ACTIVITY ->
How many lines in the data below include the word "sans"? Respond with the number, nothing more.

Dataset entries:
▶
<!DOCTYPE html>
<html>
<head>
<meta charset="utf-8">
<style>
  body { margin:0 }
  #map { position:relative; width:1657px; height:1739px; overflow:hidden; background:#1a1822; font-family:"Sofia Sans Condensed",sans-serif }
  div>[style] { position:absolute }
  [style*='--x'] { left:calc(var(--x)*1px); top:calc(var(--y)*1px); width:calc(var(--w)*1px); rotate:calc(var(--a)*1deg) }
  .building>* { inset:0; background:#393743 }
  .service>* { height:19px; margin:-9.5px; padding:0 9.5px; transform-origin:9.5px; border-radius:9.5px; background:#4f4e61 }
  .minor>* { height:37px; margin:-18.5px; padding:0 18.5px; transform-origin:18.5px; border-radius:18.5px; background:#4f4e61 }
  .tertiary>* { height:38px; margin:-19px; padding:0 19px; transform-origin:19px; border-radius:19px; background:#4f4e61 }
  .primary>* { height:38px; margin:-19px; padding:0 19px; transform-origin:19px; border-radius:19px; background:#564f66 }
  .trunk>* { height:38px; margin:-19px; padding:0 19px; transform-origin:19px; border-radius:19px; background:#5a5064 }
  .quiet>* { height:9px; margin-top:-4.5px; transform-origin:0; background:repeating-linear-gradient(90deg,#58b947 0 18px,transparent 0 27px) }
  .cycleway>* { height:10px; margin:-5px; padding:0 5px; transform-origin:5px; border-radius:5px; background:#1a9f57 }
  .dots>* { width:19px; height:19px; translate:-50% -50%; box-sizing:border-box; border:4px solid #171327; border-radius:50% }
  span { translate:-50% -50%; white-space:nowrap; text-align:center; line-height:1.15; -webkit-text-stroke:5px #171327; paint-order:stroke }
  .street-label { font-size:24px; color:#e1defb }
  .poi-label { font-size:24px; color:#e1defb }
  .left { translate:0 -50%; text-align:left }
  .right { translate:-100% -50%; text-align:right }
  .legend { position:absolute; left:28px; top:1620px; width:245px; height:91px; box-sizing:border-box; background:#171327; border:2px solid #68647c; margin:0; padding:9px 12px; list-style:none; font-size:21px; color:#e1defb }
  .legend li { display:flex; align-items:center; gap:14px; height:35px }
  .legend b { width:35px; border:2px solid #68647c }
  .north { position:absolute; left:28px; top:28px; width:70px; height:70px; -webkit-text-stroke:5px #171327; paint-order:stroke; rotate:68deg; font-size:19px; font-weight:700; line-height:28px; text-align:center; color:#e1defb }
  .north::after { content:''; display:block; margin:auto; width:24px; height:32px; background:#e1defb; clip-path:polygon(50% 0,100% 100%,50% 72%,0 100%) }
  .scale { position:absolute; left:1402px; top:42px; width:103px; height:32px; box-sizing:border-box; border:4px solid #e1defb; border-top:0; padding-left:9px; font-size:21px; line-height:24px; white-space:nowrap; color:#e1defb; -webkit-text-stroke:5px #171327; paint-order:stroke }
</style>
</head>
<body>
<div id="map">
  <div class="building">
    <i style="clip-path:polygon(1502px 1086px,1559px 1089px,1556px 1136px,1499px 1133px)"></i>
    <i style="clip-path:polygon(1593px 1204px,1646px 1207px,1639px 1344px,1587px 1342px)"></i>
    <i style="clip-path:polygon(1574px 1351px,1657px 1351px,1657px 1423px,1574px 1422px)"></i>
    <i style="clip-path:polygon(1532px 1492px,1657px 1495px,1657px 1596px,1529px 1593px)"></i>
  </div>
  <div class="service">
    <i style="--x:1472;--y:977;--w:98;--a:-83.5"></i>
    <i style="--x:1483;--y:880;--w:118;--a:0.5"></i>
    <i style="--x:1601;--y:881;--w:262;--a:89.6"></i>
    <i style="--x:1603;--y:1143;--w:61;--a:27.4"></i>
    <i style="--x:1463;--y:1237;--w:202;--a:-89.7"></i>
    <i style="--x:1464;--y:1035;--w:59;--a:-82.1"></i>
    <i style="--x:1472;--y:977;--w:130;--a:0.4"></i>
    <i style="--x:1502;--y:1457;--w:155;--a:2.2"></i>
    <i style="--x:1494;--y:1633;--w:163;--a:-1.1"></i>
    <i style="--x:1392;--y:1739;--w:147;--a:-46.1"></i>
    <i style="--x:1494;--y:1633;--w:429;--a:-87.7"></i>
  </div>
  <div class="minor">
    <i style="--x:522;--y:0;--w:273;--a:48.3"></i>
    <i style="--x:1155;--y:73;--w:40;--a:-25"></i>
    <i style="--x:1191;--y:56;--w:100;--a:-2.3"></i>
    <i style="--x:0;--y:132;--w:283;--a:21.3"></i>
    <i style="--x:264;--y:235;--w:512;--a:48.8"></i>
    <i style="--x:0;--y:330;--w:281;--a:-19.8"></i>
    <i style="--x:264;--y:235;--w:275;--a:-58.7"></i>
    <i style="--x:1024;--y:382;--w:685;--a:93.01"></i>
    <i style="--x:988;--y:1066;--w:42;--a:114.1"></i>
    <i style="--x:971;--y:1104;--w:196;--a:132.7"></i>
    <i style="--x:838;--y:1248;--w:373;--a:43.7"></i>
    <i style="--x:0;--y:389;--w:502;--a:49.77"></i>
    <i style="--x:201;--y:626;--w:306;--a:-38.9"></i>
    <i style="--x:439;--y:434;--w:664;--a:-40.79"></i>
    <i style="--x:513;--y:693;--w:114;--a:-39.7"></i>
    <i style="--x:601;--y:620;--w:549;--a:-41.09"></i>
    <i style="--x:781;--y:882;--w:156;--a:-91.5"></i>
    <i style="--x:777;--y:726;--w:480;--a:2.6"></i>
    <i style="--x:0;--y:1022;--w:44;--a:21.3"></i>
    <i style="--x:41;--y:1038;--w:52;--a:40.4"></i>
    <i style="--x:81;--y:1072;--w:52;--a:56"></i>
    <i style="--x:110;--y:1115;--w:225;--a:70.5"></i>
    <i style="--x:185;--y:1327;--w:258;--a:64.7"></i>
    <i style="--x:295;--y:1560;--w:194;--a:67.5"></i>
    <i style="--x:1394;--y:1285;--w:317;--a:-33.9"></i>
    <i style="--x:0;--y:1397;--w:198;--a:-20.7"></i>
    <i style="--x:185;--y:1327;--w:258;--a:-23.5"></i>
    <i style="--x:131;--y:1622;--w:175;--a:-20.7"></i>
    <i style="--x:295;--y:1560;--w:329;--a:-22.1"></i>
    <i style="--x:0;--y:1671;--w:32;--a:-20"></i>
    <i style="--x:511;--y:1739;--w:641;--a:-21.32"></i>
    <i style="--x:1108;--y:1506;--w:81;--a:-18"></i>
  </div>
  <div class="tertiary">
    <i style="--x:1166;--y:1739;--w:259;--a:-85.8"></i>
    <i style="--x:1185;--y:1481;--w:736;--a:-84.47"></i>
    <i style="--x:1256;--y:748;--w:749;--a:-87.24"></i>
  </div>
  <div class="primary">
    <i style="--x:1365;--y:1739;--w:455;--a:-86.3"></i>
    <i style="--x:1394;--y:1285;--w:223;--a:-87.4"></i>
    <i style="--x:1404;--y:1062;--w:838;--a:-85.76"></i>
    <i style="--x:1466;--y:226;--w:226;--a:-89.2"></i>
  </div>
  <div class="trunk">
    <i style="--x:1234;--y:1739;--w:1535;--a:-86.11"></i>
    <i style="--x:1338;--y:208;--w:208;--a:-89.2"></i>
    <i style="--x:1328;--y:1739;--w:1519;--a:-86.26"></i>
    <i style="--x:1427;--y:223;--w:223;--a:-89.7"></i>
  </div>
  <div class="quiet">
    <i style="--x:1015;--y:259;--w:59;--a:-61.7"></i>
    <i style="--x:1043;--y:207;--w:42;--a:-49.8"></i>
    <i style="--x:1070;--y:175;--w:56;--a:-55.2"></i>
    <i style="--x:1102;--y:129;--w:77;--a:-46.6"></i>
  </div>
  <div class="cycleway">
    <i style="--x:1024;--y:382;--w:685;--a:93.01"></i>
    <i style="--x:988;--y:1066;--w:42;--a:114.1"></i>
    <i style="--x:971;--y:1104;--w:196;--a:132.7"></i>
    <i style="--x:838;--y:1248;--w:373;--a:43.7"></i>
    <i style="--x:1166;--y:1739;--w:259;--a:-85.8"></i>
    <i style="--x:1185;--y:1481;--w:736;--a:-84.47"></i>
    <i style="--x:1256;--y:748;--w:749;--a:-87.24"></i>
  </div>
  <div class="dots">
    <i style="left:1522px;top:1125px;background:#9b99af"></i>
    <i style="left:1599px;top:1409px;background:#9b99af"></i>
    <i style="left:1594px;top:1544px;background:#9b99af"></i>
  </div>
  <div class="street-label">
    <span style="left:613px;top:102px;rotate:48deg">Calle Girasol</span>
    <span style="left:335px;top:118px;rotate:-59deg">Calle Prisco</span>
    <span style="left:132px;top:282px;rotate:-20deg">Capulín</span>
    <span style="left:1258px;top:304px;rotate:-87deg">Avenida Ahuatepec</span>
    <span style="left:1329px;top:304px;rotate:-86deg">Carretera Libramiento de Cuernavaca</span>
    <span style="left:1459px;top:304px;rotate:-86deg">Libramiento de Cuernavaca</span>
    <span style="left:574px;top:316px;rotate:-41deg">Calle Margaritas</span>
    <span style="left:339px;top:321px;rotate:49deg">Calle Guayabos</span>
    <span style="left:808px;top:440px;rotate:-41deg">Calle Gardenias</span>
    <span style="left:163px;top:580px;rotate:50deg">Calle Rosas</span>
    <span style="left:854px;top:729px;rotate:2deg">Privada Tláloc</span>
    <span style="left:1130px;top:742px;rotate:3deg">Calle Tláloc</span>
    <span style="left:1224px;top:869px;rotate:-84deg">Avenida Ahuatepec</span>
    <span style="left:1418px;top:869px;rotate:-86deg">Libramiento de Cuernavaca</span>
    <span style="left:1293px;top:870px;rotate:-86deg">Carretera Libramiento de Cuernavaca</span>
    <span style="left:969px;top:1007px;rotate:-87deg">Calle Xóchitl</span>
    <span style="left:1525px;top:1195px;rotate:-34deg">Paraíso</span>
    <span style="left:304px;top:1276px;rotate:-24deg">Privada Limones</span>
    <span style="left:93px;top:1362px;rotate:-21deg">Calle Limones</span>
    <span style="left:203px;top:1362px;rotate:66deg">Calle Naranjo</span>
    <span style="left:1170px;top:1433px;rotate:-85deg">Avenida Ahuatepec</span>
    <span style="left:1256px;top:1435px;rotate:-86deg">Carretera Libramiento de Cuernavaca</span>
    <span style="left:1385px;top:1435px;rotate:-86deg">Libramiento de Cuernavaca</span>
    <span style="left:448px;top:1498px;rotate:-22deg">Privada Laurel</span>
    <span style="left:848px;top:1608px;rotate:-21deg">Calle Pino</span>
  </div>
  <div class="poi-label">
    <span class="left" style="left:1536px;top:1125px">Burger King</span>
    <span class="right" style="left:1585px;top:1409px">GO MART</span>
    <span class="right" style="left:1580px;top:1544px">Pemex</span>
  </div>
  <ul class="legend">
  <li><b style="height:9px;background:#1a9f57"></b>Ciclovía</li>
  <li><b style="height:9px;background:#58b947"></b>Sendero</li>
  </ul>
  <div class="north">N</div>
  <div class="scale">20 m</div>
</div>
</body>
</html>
◀
▶
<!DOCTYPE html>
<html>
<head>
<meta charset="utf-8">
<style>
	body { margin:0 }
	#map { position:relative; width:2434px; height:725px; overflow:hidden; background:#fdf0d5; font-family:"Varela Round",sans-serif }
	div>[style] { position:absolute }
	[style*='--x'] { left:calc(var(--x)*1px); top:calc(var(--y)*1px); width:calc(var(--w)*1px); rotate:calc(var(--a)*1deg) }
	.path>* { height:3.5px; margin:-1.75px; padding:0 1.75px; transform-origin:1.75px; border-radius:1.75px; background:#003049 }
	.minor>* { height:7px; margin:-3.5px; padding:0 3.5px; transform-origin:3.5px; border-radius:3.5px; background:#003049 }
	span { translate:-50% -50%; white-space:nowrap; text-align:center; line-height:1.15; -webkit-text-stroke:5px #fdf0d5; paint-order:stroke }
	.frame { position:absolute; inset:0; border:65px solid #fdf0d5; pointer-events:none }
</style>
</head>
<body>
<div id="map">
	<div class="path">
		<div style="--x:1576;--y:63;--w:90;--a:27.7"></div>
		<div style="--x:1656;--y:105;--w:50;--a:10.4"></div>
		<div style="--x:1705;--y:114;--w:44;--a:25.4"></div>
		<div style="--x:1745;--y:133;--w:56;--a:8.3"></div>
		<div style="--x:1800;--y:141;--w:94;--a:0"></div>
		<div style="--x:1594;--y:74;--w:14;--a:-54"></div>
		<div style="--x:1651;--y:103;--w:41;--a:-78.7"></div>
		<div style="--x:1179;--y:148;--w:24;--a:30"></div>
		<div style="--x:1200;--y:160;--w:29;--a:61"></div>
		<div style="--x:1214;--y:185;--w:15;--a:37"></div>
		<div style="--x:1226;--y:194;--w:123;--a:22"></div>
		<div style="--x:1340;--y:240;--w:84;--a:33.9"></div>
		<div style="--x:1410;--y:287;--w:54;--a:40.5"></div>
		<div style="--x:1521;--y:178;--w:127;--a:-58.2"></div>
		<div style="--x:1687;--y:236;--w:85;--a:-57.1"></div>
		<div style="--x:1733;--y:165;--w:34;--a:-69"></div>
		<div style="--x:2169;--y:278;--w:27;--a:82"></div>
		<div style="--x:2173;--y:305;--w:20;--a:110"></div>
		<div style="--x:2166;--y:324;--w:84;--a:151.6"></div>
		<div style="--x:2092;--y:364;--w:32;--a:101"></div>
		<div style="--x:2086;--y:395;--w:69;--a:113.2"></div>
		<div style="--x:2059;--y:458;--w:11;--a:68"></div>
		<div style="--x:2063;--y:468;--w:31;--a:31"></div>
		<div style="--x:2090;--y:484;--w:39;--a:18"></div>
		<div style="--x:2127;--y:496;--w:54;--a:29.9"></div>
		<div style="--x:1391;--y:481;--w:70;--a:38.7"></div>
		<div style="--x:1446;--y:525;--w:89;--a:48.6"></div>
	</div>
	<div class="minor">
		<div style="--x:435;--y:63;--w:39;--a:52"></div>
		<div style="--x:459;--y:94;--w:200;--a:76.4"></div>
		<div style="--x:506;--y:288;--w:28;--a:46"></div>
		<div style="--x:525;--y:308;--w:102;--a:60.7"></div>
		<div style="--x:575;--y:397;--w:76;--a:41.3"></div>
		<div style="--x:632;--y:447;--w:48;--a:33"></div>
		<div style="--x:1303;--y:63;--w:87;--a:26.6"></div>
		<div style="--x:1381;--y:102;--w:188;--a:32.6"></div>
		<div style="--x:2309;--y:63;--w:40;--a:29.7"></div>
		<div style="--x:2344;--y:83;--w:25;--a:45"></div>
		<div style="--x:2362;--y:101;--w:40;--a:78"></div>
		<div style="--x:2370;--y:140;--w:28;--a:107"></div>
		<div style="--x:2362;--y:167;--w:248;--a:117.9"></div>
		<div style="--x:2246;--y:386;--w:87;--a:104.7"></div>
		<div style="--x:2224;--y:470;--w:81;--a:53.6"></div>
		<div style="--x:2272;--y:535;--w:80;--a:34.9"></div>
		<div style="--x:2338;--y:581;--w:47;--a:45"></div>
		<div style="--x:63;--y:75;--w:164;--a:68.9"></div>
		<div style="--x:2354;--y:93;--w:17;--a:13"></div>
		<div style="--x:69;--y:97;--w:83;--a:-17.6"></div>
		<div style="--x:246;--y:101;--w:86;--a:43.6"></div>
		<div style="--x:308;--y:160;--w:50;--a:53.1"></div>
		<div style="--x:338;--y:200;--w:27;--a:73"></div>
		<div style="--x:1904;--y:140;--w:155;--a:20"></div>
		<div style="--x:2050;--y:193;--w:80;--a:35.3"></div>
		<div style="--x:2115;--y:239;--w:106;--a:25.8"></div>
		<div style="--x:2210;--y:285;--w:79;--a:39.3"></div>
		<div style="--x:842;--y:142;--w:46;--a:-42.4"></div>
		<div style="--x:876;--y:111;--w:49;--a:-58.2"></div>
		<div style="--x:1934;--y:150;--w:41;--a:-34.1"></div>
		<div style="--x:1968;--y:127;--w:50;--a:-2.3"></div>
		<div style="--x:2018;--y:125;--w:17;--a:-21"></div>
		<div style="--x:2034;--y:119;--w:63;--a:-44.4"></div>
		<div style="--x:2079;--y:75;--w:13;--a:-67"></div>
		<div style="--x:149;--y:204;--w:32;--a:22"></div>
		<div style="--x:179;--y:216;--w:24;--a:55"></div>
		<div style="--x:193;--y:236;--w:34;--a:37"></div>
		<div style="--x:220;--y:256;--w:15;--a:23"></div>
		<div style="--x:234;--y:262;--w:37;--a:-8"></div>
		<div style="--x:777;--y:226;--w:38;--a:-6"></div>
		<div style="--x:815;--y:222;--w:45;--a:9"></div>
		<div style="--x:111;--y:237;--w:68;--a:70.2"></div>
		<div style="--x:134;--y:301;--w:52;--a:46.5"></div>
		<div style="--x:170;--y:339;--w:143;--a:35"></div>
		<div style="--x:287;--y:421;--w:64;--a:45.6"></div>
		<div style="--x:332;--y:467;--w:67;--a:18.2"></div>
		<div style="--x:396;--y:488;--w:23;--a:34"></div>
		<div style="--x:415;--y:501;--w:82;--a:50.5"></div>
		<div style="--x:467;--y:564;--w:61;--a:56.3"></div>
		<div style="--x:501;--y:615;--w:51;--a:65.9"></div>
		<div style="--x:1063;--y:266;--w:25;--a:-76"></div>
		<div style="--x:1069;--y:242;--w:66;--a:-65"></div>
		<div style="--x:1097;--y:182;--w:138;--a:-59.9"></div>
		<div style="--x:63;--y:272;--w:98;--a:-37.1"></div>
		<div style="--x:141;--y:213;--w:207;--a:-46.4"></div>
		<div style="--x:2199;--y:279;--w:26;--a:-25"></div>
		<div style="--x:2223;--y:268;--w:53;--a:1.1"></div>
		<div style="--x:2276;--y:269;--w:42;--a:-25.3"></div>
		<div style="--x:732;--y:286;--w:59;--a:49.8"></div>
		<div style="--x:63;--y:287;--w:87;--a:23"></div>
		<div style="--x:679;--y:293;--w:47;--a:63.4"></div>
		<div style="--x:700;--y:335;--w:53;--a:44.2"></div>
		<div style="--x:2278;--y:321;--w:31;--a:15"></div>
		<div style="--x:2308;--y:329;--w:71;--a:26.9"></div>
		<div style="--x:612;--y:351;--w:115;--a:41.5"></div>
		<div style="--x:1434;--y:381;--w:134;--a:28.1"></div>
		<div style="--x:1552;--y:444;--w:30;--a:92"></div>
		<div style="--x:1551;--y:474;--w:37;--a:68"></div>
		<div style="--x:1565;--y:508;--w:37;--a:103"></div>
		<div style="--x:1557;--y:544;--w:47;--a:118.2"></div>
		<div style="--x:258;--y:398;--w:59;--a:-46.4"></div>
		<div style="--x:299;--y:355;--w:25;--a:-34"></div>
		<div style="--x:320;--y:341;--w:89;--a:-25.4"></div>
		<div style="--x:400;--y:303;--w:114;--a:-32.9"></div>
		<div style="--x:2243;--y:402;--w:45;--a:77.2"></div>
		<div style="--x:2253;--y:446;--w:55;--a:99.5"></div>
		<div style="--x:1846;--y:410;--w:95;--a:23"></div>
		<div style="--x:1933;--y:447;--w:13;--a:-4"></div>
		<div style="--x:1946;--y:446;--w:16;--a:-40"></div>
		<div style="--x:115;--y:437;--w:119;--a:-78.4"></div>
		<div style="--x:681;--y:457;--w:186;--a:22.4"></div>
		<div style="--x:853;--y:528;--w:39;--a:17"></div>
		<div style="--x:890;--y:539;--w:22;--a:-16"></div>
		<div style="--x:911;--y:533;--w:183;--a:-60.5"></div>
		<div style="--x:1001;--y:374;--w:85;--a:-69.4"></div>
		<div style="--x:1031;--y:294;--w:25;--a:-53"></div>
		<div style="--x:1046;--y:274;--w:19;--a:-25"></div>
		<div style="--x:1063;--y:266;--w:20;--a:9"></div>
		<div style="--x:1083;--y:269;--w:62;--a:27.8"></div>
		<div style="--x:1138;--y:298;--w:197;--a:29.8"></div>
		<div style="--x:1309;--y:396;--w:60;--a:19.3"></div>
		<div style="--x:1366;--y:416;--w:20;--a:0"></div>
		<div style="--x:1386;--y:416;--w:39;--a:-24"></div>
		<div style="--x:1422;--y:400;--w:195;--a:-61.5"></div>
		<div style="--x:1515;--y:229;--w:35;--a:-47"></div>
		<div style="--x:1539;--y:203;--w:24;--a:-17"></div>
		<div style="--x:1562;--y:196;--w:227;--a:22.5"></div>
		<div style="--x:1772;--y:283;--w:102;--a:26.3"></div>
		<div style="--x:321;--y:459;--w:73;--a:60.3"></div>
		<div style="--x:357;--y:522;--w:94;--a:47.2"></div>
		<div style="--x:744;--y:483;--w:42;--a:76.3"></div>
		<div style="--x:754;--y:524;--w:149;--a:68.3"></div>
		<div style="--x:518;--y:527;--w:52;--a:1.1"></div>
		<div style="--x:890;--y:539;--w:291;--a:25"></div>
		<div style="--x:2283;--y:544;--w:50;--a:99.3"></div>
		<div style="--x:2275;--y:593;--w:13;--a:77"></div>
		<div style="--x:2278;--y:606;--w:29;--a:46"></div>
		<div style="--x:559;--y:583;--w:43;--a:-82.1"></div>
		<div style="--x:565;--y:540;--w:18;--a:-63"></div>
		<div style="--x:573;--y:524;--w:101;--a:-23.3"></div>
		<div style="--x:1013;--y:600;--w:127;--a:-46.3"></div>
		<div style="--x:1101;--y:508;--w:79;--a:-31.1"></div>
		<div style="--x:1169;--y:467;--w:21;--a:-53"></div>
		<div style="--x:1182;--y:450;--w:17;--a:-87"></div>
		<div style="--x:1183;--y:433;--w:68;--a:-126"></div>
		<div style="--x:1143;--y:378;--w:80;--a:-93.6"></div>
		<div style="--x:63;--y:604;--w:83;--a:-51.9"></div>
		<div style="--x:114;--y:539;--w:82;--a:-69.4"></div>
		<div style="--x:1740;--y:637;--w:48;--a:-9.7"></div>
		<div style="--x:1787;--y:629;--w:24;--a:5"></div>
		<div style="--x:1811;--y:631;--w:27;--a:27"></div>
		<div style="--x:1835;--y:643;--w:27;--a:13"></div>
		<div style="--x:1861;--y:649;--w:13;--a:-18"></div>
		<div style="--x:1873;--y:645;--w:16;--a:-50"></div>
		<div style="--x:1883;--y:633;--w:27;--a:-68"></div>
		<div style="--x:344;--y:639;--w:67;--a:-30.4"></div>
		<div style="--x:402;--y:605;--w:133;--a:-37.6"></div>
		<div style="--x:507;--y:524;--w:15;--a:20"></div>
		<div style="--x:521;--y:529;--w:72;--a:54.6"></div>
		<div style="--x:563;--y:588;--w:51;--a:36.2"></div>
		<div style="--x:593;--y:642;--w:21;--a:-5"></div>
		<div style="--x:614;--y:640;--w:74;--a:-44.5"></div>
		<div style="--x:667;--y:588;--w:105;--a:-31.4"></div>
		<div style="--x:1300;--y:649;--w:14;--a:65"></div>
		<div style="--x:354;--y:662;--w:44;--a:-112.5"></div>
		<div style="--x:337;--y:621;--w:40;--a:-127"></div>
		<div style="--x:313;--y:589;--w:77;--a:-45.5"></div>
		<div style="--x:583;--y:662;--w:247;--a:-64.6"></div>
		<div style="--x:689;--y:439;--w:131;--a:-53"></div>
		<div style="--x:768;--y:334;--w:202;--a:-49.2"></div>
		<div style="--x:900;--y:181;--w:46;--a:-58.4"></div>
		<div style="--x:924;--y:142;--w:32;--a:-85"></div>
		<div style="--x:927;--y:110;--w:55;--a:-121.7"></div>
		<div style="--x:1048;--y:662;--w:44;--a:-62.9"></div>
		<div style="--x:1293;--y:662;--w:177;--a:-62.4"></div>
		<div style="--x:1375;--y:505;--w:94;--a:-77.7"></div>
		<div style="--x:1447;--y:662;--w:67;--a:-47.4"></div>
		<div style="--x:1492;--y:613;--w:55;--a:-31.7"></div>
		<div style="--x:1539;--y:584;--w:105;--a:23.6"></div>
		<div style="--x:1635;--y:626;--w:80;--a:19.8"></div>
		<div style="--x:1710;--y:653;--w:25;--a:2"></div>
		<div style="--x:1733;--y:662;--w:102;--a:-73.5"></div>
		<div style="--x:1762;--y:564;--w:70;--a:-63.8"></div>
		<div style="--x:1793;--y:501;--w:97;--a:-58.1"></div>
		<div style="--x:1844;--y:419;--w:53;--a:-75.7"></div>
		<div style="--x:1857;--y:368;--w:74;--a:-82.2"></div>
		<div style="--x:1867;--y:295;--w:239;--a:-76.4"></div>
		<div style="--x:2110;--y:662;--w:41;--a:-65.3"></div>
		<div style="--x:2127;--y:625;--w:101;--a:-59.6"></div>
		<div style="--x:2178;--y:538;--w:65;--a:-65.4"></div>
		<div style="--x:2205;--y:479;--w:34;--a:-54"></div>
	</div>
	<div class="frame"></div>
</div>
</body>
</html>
◀
FINAL ANSWER ->
2